Problem statement: Work through the data below and give the number of lines holding the word "stream", without any other text.

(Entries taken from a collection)
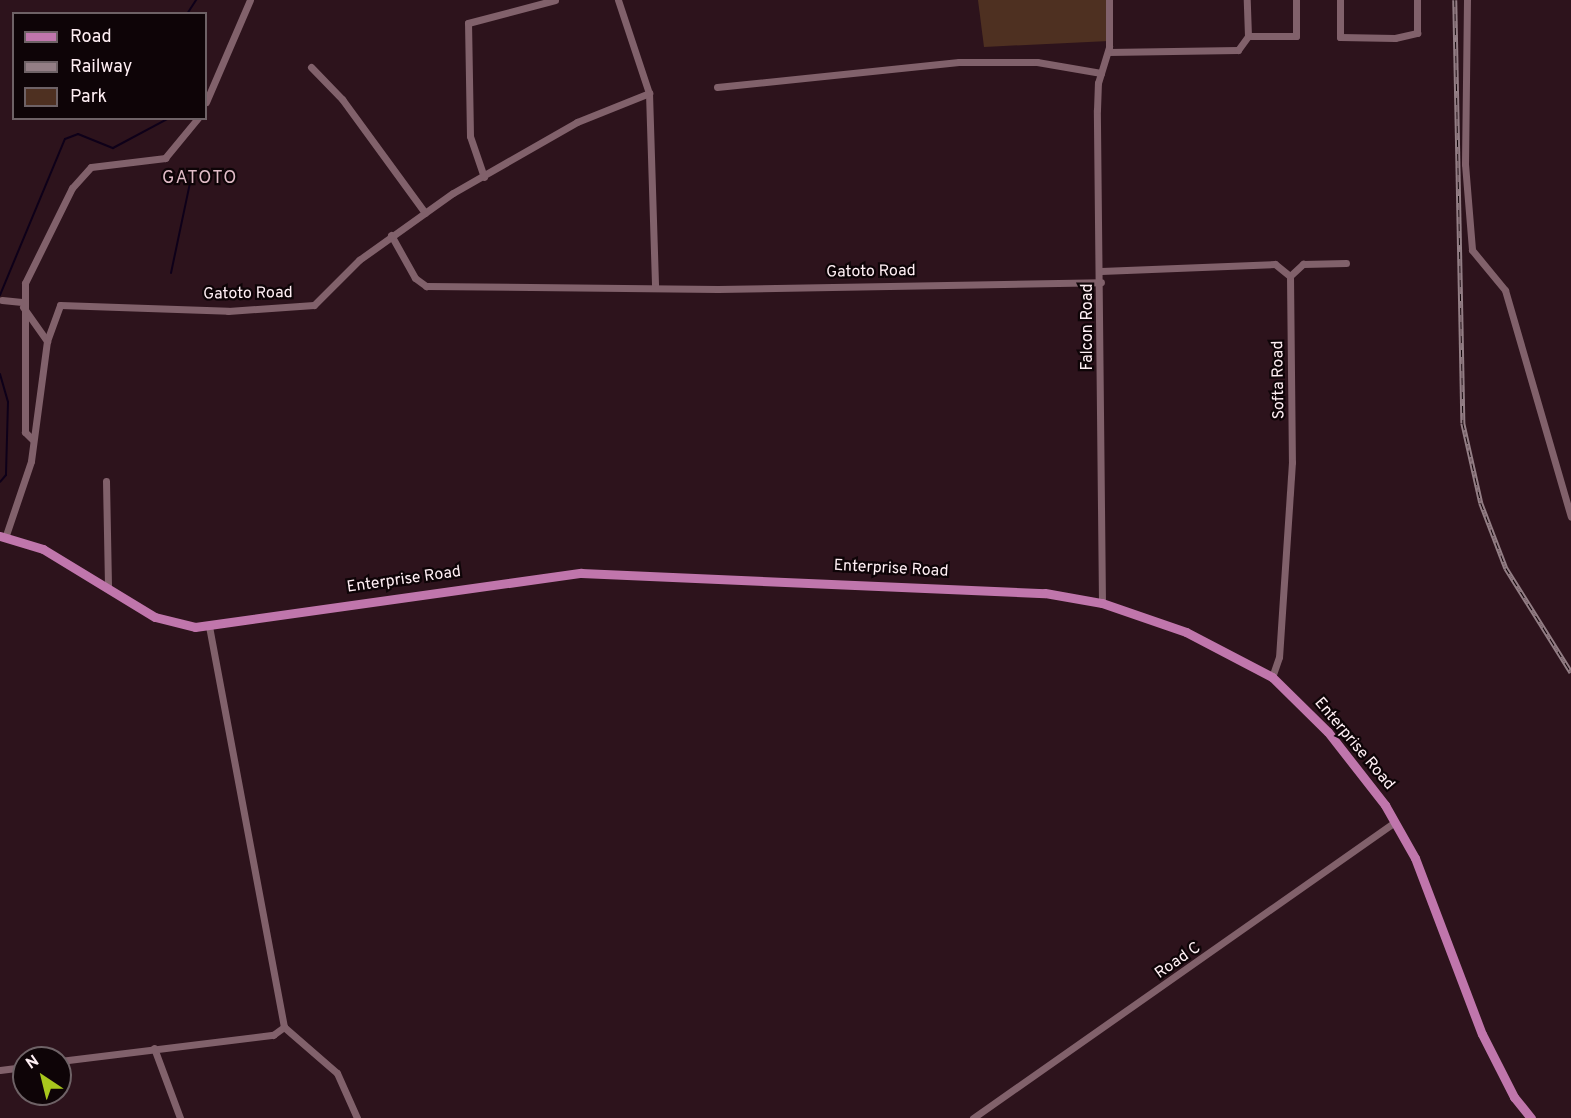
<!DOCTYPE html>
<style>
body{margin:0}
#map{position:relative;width:1571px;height:1118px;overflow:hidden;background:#2d131c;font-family:Overpass,sans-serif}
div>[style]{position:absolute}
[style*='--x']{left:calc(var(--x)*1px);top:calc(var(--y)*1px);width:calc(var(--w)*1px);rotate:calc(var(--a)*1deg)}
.green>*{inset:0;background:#4e3021}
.stream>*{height:2px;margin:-1px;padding:0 1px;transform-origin:1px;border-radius:1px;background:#0e0019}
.minor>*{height:7px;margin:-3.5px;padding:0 3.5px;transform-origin:3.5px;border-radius:3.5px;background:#81616b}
.major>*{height:9px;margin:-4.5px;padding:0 4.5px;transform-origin:4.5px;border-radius:4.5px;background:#c076ac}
.rail>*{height:4.5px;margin-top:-2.25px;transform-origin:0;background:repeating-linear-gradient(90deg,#0e0407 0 7px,#937e85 0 14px);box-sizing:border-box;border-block:2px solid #937e85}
span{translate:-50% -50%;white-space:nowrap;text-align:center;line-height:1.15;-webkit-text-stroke:4.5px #0e0407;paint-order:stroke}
.street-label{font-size:16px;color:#ffeff4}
.neighbourhood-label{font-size:18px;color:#e1bcc7;letter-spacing:1.5px}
.legend{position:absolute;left:12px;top:12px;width:195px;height:108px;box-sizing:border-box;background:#0e0407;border:2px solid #6e6266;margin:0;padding:8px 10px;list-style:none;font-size:18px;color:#ffeff4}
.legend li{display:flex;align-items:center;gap:12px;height:30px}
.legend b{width:30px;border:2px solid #6e6266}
.north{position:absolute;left:12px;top:1046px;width:60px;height:60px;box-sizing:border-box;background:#0e0407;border:2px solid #6e6266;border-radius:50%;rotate:325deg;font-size:16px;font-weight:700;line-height:24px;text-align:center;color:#ffeff4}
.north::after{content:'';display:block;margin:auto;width:21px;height:27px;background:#a8c71d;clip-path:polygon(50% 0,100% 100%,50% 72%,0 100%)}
</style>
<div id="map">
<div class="green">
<i style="clip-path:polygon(978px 0,1106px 0,1109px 41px,984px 47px)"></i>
</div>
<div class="stream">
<i style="--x:187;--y:14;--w:17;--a:-57"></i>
<i style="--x:171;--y:273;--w:97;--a:-78.1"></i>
<i style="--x:0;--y:295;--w:169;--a:-67.4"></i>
<i style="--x:65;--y:139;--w:14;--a:-21"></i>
<i style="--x:78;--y:134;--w:38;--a:22"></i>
<i style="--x:113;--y:148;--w:64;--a:-28.2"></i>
<i style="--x:0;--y:374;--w:29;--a:74"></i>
<i style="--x:8;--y:402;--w:73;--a:91.6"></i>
<i style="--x:6;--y:475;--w:9;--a:131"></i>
</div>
<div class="minor">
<i style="--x:618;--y:0;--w:98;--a:71.6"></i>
<i style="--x:649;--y:93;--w:194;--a:88.2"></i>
<i style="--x:1340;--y:0;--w:37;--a:90"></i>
<i style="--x:1340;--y:37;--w:55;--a:1"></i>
<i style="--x:1395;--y:38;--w:23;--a:-13"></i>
<i style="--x:1417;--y:33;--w:33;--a:-90"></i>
<i style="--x:1467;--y:0;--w:164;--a:90.7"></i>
<i style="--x:1465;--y:164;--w:86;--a:85.3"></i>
<i style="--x:1472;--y:250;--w:52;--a:50.5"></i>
<i style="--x:1505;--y:290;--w:236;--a:73.8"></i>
<i style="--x:1248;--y:36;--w:48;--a:0"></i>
<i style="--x:1296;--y:36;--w:36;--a:-90"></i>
<i style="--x:1108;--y:52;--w:130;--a:-0.9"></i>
<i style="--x:1238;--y:50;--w:17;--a:-54"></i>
<i style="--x:1248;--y:36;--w:36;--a:-92"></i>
<i style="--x:311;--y:67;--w:45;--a:45.9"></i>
<i style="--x:342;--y:99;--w:141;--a:53.9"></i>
<i style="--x:717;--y:87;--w:243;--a:-5.9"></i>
<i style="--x:959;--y:62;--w:78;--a:0"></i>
<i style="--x:1037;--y:62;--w:65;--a:9.8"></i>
<i style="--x:206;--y:102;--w:111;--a:-66.7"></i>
<i style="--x:484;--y:177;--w:43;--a:-108.9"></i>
<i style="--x:470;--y:136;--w:113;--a:-91"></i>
<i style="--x:468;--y:23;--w:90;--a:-14.8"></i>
<i style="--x:391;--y:235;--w:49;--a:60.8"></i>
<i style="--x:415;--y:278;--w:14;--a:36"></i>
<i style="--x:426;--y:286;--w:292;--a:0.6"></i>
<i style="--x:718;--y:289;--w:383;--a:-1"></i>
<i style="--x:1101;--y:271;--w:174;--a:-2.3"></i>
<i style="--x:1275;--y:264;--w:19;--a:39"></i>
<i style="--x:1290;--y:276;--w:186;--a:89.4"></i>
<i style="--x:1292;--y:462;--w:195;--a:93.8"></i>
<i style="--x:1279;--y:657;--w:21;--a:109"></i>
<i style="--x:1290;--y:276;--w:18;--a:-43"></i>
<i style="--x:1303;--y:264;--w:43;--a:-1.3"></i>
<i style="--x:2;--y:300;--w:20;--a:6"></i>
<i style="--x:23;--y:307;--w:42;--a:54.8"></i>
<i style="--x:32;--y:439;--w:10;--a:-135"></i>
<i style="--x:25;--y:432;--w:149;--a:-90"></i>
<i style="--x:25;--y:283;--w:106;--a:-63.7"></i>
<i style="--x:72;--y:188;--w:28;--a:-48"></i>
<i style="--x:91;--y:167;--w:75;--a:-6.9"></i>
<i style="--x:165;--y:158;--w:52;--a:-50.5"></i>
<i style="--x:106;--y:481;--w:106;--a:88.9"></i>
<i style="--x:5;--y:538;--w:81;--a:-71.3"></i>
<i style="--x:31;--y:461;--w:121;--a:-82.4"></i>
<i style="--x:47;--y:341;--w:38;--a:-70"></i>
<i style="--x:60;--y:305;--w:168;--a:2"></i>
<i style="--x:228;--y:311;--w:86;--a:-4"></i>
<i style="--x:314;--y:305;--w:64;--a:-45"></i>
<i style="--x:359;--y:260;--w:115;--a:-35.5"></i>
<i style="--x:453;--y:193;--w:143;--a:-29.8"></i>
<i style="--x:577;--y:122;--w:78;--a:-21.9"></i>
<i style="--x:1102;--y:603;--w:493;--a:-90.6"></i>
<i style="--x:1097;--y:110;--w:27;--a:-88"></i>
<i style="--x:1098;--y:83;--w:38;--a:-73"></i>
<i style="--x:1109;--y:47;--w:47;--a:-90"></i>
<i style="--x:284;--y:1027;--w:70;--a:41"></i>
<i style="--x:337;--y:1073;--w:49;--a:66"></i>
<i style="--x:154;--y:1048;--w:75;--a:69.6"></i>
<i style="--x:60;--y:1061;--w:215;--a:-7"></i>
<i style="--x:273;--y:1035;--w:14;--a:-36"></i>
<i style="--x:284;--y:1027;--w:408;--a:-100.6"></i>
<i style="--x:0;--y:1070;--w:24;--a:-7"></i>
<i style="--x:973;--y:1118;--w:515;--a:-35.05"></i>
</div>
<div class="major">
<i style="--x:0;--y:536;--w:45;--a:16.8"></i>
<i style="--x:43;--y:549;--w:131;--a:31.3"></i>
<i style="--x:155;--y:617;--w:41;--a:14"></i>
<i style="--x:195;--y:627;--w:390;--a:-8"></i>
<i style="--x:581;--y:573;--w:464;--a:2.5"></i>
<i style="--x:1045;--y:593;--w:58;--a:10"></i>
<i style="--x:1102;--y:603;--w:89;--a:19"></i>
<i style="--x:1186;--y:632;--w:97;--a:27.6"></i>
<i style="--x:1272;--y:677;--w:78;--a:44.5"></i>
<i style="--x:1328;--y:732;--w:93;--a:52"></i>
<i style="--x:1385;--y:805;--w:61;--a:60.5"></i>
<i style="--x:1415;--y:858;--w:188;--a:69.2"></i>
<i style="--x:1482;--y:1034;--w:71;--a:63.1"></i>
<i style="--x:1514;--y:1097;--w:27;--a:51"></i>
</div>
<div class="rail">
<i style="--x:1455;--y:0;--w:423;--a:88.9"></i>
<i style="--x:1463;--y:423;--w:82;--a:77.3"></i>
<i style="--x:1481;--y:503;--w:70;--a:69"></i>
<i style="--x:1506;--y:568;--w:123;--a:58"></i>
</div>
<div class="street-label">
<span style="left:871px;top:272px;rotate:-1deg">Gatoto Road</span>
<span style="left:248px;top:294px;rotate:-1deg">Gatoto Road</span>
<span style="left:1088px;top:327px;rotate:-90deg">Falcon Road</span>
<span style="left:1279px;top:380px;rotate:-91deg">Softa Road</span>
<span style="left:891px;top:569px;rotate:3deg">Enterprise Road</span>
<span style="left:404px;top:580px;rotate:-8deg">Enterprise Road</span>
<span style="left:1354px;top:744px;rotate:50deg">Enterprise Road</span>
<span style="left:1178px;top:961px;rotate:-35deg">Road C</span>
</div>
<div class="neighbourhood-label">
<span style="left:200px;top:179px">GATOTO</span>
</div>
<ul class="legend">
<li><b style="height:8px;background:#c076ac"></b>Road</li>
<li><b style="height:8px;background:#937e85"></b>Railway</li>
<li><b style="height:16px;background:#4e3021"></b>Park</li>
</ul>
<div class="north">N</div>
</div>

Task solution: 2